Residents of an Auckland community house fighting eviction hope a court judgement will put an end to the landlord's alleged scare-mongering tactics.
Hum Hospitality founder Rosie Armitage was served an eviction notice on March 16 after the lease on the Grafton heritage building was cancelled without notice.
A long-standing legal battle and rent dispute with the landlord – Stylo Medical Services - came to a head over Hum's non-payment of a $1500 GST portion of rent earlier this year.
Armitage is staying put to appeal the tenancy cancellation even if it leads to an arrest. Five other residents remain at the property, which also has a cafe.
Both parties appeared at the High Court in Auckland on Monday about the future of the property.
She told the Herald residents have been "under siege" from the landlord's tactics "in the cover of darkness" since the eviction notice.

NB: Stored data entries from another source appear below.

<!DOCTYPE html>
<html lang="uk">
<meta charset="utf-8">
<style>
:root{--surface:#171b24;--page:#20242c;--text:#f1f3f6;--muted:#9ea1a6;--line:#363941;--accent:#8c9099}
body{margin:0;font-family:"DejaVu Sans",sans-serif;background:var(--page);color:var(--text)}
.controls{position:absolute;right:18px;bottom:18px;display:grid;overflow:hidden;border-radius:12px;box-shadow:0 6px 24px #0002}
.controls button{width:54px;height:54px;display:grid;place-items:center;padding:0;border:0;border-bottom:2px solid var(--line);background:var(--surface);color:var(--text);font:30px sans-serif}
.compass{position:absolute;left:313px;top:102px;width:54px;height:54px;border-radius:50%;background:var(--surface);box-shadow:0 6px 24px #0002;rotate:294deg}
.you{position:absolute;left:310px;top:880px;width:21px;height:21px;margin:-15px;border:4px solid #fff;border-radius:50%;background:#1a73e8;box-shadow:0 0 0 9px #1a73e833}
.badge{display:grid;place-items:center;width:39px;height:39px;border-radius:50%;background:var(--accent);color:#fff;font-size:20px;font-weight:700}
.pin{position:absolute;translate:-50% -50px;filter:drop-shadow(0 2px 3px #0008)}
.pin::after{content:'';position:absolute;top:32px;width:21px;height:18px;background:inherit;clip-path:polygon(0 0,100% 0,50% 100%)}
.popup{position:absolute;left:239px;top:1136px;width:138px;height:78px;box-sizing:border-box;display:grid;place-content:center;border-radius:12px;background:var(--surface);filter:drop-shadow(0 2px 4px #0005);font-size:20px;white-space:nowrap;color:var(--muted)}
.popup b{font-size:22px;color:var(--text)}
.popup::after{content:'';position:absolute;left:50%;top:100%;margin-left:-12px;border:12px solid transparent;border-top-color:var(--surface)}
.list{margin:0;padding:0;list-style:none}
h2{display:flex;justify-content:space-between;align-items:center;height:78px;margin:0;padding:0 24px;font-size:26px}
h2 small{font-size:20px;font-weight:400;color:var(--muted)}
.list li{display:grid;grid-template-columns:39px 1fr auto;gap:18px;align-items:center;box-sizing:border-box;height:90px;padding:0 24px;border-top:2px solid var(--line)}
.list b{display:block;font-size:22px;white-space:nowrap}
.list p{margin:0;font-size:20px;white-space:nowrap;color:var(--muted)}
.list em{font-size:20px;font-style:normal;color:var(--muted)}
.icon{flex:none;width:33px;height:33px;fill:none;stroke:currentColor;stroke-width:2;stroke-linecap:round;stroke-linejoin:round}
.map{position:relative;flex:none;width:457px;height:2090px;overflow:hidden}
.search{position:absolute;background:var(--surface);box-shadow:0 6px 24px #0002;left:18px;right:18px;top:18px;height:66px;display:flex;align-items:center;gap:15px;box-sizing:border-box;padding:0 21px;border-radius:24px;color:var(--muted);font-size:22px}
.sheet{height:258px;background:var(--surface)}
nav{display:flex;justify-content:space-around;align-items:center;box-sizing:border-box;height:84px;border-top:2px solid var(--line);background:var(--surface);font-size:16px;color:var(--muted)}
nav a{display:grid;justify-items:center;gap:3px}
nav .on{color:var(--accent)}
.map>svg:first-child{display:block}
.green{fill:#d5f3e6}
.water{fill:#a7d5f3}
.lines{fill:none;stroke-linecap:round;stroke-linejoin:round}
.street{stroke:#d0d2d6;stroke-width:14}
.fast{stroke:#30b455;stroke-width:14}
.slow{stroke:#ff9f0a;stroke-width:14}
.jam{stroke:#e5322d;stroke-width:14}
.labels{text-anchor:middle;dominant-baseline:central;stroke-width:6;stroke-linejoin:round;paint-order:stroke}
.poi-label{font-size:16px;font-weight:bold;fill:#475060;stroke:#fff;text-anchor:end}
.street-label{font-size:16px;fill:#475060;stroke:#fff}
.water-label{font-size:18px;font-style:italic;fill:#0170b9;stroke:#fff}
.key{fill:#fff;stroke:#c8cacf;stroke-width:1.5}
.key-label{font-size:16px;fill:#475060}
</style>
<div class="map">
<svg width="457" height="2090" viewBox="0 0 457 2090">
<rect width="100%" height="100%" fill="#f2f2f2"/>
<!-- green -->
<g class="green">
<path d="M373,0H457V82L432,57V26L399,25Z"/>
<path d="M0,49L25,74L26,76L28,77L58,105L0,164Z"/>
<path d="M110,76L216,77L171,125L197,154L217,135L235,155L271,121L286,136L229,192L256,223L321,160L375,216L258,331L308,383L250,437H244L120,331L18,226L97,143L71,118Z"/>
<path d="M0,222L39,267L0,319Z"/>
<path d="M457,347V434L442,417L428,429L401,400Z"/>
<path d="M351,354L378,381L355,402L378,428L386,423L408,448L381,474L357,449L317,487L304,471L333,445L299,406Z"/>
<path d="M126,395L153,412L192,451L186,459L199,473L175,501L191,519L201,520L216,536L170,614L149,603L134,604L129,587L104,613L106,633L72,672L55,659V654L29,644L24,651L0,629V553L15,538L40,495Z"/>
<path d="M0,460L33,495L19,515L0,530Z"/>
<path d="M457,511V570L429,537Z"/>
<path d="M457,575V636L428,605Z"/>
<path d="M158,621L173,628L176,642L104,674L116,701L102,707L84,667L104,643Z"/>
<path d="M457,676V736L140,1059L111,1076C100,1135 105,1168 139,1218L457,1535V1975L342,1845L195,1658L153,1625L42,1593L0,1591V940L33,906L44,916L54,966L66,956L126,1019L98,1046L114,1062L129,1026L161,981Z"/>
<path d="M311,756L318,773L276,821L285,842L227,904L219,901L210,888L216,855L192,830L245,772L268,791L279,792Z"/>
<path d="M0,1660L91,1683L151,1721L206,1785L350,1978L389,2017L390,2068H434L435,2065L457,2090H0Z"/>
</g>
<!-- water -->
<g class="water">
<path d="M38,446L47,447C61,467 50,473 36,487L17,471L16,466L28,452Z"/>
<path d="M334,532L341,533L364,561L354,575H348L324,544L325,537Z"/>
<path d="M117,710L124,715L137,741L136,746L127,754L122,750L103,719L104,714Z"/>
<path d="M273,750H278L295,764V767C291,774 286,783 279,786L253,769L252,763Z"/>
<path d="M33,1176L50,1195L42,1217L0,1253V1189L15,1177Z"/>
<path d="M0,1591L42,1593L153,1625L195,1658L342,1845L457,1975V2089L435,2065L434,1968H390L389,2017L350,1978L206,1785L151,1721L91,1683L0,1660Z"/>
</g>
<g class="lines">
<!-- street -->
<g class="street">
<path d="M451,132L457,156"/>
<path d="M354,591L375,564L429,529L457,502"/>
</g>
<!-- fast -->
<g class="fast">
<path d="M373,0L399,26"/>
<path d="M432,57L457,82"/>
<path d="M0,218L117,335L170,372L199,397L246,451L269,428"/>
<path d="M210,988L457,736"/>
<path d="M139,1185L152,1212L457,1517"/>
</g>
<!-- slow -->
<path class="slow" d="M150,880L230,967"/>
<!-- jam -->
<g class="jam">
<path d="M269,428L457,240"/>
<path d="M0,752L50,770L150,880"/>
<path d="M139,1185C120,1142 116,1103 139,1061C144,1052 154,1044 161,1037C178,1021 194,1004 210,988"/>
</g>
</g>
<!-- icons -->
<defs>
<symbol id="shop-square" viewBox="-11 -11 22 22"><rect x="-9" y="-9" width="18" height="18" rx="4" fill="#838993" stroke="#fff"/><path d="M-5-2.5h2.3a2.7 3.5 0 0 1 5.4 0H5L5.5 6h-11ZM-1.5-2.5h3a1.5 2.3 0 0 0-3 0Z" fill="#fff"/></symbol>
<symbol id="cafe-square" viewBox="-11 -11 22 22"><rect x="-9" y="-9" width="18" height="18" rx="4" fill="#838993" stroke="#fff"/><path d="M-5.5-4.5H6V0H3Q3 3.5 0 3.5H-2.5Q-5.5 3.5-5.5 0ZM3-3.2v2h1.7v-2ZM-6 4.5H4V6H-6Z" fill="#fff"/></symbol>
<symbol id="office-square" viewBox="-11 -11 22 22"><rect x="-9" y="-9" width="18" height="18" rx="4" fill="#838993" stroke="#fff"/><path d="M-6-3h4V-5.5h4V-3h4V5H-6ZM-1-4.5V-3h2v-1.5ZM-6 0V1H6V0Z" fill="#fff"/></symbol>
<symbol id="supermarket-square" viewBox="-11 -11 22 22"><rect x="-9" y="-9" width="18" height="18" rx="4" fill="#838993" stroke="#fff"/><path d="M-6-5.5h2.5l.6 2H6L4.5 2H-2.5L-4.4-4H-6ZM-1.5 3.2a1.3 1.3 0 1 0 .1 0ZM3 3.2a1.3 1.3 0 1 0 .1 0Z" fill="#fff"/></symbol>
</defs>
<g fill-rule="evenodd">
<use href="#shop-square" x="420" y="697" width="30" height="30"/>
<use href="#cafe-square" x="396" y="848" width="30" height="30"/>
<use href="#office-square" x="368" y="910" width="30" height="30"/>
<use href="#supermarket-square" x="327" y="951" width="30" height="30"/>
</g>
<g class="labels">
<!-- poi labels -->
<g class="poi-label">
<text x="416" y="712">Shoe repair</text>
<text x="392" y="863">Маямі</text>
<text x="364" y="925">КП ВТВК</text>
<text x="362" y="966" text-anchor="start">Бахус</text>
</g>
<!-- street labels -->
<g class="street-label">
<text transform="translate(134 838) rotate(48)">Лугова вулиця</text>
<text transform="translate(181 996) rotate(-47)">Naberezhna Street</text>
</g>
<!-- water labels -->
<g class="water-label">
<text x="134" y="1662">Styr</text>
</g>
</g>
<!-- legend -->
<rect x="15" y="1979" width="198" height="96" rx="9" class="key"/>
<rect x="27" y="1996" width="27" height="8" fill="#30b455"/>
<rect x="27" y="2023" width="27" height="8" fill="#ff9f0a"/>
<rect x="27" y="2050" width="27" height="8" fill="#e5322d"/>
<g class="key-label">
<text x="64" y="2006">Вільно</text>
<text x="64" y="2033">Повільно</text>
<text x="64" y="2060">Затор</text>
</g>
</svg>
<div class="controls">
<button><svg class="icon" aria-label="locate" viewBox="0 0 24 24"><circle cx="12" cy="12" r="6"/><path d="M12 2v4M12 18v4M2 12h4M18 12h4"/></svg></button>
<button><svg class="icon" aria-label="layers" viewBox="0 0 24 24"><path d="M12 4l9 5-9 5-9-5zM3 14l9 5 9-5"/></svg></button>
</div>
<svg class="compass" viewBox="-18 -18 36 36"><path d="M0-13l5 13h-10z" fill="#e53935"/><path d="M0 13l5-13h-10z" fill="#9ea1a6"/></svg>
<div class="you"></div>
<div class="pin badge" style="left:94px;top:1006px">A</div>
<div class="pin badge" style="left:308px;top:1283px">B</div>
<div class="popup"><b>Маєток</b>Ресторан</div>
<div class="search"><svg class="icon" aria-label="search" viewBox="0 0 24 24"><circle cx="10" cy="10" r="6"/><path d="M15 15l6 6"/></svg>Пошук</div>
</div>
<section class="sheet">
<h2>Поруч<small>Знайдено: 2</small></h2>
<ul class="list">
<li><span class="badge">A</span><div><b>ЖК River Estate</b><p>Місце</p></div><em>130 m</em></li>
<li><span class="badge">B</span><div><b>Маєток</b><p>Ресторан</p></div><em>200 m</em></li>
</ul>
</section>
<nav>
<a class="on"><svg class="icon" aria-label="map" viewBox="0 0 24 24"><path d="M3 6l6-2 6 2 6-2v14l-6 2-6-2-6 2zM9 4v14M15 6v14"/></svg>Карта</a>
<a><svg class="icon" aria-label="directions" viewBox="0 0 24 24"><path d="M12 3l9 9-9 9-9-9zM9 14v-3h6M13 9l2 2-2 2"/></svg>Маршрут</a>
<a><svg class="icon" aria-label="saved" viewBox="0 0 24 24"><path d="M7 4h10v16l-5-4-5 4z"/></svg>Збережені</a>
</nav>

She alleges the landlord has attempted to contact their power company to say the premises is not occupied and has given permission for trees to be cut down, destroying Armitage's son's playhouse, without their knowledge.
The landlord asked GHL Group to erect a fence around the property early one morning without their knowledge, Armitage claims.
"This illustrates the position Hum is in, in pursing an appeal while in some ways under siege from tactics from the landlord," Hum's lawyer Morgan Powell said.
Barrister Ray Parmenter, representing Stylo Medical Services, said the landlord was exercising his right to protect the heritage property.
A decision by Justice Brewer on whether or not Hum residents can stay in the property while they appeal the lease cancellation - and under what conditions - is imminent.
"I do think it's in the interest of justice to give Hum a chance to advance its appeal in the Court of Appeal," said Justice Brewer on Monday.
Armitage is claiming the café and social enterprise community hub should not have to pay GST and this will be part of the basis of her appeal.
But Parmenter claims Hum has failed to pay rent and bills numerous times, dragging the battle out in at least five court hearings.
"I go back to 1 January 2017 and record that there would be 51 monthly payments of rental due on the first of each month until today. Ms Armitage has not made one rental payment on time in that period," he said in a statement to the Herald.
"Hum appears to be hopelessly in debt and cannot pay rent on time and worries about consequences if it doesn't," he said in court on Monday.
Hum Hospitality founder Rosie Armitage hopes to remain at the heritage villa on Grafton Rd while she fights the lease cancellation. Photo / Dean Purcell
In response to recent alleged actions of the landlord, Parmenter told the Herald: "It's a heritage building including the fences, and the trees were damaging the wall because they were pushing the wall out.
"The occupier of the property is entitled to look after the property," he said.
Hum has not yet paid rent that was due on April 1 because it had to pay legal fees to Bell Gully.
In an attempt to fundraise, it will be selling T-shirts and it has set up a Givealittle page last month.